■ Data extract ■
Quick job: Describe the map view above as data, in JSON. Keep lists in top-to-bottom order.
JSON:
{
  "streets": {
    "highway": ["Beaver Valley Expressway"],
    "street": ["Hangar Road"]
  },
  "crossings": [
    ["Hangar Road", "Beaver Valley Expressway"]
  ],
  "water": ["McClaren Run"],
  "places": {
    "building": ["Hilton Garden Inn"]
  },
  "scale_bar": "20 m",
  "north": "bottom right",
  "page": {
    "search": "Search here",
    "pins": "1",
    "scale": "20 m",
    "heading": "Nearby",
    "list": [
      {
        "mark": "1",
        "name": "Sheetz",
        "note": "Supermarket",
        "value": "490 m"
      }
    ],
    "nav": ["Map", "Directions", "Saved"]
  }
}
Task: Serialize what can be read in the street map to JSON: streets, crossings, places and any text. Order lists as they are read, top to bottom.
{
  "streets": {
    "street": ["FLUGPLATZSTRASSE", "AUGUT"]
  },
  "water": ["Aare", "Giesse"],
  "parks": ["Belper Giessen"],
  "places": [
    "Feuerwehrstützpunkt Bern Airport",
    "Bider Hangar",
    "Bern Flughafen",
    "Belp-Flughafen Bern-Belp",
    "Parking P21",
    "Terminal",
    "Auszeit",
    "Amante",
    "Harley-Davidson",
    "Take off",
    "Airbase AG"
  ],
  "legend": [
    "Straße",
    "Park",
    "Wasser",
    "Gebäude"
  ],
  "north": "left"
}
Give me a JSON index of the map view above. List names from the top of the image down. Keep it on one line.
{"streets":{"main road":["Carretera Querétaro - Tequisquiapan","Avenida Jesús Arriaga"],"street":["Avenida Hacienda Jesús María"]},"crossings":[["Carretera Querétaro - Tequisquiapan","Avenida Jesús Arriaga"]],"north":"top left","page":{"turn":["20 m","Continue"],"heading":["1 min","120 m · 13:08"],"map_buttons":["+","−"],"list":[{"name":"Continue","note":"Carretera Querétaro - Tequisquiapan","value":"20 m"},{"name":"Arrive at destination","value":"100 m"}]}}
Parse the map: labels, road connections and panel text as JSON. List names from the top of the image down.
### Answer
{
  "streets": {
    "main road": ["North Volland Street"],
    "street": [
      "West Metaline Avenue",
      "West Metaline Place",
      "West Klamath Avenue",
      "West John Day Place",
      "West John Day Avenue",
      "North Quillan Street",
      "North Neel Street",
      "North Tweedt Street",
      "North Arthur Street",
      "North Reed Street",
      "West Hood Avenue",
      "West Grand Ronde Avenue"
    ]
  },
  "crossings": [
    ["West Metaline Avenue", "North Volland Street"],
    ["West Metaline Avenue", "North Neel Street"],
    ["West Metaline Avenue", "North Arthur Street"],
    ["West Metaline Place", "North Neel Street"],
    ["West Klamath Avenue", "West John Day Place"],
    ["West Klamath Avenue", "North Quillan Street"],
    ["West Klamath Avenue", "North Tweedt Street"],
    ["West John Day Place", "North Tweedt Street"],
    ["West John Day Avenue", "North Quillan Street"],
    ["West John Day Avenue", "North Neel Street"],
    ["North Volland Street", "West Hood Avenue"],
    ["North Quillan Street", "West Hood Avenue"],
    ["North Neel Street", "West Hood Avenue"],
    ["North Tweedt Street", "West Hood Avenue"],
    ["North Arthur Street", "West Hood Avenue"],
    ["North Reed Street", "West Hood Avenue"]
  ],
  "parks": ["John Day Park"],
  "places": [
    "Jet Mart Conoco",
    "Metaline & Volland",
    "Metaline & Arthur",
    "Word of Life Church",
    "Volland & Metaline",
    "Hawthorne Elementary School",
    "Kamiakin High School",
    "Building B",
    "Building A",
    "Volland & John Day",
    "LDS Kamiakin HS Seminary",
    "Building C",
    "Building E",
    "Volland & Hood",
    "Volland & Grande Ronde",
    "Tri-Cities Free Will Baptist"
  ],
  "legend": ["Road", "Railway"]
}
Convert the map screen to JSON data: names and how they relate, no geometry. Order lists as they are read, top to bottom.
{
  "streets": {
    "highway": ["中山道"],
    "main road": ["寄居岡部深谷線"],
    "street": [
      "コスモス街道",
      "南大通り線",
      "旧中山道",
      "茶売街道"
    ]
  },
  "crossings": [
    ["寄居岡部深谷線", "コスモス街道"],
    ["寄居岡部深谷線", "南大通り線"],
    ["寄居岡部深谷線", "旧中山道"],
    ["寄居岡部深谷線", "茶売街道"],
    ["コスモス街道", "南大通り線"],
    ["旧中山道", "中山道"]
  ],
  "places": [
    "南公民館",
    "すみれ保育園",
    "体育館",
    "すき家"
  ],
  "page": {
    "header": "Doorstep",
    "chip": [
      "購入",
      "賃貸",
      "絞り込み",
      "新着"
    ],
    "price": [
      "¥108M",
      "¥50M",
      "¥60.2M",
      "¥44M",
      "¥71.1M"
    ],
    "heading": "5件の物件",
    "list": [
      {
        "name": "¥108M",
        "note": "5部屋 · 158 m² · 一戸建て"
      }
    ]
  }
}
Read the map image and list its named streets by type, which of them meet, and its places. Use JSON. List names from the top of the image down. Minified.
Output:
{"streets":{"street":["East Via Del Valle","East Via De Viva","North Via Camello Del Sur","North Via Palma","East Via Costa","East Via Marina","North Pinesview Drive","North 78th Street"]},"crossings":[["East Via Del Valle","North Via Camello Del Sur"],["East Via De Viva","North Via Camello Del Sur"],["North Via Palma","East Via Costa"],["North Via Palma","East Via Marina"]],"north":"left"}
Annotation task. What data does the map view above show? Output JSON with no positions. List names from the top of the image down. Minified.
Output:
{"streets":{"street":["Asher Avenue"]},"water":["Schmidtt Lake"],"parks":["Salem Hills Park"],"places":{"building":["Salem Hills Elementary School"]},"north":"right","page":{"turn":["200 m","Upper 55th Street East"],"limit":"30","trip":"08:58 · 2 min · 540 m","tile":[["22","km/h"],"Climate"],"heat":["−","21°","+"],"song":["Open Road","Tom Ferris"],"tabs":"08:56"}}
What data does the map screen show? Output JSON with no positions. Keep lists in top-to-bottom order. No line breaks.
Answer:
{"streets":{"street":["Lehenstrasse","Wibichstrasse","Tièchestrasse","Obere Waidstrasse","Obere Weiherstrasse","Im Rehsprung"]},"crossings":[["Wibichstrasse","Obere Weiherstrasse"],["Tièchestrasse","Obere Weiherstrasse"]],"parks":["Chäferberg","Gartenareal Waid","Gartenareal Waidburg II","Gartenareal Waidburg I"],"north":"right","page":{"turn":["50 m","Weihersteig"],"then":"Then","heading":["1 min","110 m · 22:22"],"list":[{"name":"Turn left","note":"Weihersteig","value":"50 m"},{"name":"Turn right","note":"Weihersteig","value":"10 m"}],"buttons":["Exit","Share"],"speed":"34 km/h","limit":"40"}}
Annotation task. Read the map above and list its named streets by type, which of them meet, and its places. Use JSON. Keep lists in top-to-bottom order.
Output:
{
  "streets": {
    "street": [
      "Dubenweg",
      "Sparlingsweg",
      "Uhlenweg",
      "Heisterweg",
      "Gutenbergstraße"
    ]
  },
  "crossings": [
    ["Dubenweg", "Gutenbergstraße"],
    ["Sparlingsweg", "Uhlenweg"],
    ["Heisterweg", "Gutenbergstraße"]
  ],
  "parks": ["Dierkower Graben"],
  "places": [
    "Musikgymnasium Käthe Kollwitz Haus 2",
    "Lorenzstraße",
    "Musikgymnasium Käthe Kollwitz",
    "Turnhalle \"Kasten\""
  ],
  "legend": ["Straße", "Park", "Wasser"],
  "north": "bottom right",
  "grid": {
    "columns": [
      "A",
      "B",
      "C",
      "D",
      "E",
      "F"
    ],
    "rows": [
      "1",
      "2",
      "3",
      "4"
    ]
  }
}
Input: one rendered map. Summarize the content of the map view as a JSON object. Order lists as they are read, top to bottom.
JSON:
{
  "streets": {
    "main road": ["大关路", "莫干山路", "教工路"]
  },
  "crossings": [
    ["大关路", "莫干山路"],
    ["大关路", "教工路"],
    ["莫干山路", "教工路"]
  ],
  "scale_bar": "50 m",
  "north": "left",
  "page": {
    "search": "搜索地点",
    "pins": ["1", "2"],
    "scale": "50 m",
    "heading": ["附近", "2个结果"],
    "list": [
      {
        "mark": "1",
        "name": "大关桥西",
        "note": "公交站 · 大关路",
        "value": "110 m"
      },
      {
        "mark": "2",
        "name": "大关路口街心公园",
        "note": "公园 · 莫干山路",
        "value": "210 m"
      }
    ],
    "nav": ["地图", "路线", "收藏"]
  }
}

■ Problem statement ■
Above are the records. Copy the lines beginning at the one that has "Read the map image" and ending with the one that has "Annotation task. What", unchanged.

■ Response below ■
Read the map image and list its named streets by type, which of them meet, and its places. Use JSON. List names from the top of the image down. Minified.
Output:
{"streets":{"street":["East Via Del Valle","East Via De Viva","North Via Camello Del Sur","North Via Palma","East Via Costa","East Via Marina","North Pinesview Drive","North 78th Street"]},"crossings":[["East Via Del Valle","North Via Camello Del Sur"],["East Via De Viva","North Via Camello Del Sur"],["North Via Palma","East Via Costa"],["North Via Palma","East Via Marina"]],"north":"left"}
Annotation task. What data does the map view above show? Output JSON with no positions. List names from the top of the image down. Minified.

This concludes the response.